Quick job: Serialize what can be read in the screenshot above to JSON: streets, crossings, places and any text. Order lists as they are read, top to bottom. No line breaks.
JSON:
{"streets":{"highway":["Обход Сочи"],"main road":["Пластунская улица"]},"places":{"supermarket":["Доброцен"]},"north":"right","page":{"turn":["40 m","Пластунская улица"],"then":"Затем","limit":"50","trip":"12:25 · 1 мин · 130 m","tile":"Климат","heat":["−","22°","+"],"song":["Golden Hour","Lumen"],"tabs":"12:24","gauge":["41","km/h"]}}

---

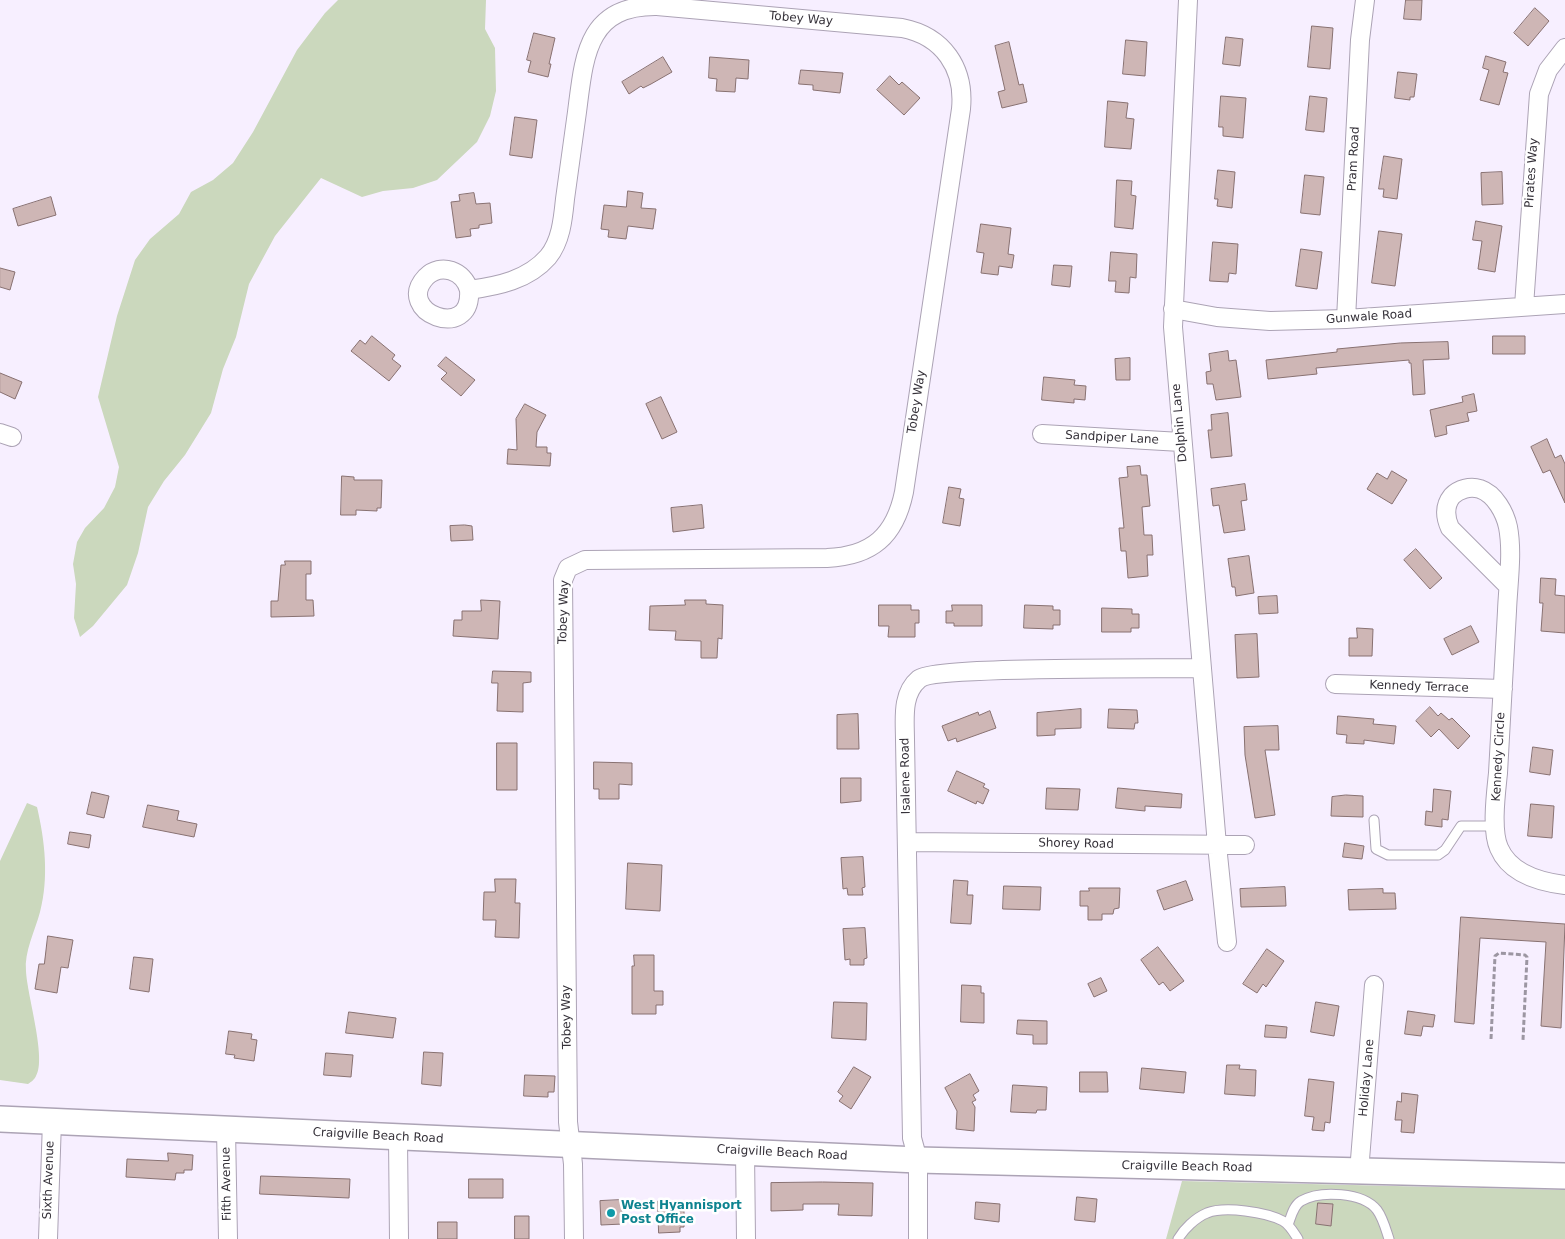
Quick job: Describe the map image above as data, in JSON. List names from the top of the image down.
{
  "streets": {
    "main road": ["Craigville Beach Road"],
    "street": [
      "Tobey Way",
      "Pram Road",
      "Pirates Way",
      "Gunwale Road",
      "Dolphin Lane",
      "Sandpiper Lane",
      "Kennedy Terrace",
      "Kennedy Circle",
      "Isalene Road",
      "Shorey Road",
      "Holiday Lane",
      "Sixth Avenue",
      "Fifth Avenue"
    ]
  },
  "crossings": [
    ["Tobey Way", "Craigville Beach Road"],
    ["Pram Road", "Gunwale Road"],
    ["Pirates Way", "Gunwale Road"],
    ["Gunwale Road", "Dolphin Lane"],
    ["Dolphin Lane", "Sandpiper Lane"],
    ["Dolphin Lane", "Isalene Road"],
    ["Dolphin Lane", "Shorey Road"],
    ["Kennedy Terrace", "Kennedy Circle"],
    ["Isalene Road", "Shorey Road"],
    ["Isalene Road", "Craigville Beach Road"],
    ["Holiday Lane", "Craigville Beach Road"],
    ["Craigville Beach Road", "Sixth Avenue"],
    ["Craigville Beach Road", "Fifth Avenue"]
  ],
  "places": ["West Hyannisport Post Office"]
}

* * *

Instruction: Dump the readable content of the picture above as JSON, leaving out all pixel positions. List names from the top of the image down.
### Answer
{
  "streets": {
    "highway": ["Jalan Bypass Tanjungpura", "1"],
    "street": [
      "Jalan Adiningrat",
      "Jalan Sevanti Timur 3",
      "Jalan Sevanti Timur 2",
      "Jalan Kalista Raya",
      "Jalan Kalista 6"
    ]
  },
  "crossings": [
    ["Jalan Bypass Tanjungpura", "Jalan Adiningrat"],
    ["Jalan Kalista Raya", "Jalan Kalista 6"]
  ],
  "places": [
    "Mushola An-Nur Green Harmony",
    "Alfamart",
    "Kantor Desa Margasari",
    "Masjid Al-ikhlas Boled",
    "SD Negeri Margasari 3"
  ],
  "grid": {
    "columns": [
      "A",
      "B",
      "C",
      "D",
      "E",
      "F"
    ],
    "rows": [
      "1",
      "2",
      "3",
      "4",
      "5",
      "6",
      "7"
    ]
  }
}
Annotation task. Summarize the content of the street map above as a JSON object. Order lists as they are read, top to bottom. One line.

(Task) Whenever the word "lists" occurs in a line above, copy that line.

(Your solution)
Quick job: Serialize what can be read in the screenshot above to JSON: streets, crossings, places and any text. Order lists as they are read, top to bottom. No line breaks.
Annotation task. Summarize the content of the street map above as a JSON object. Order lists as they are read, top to bottom. One line.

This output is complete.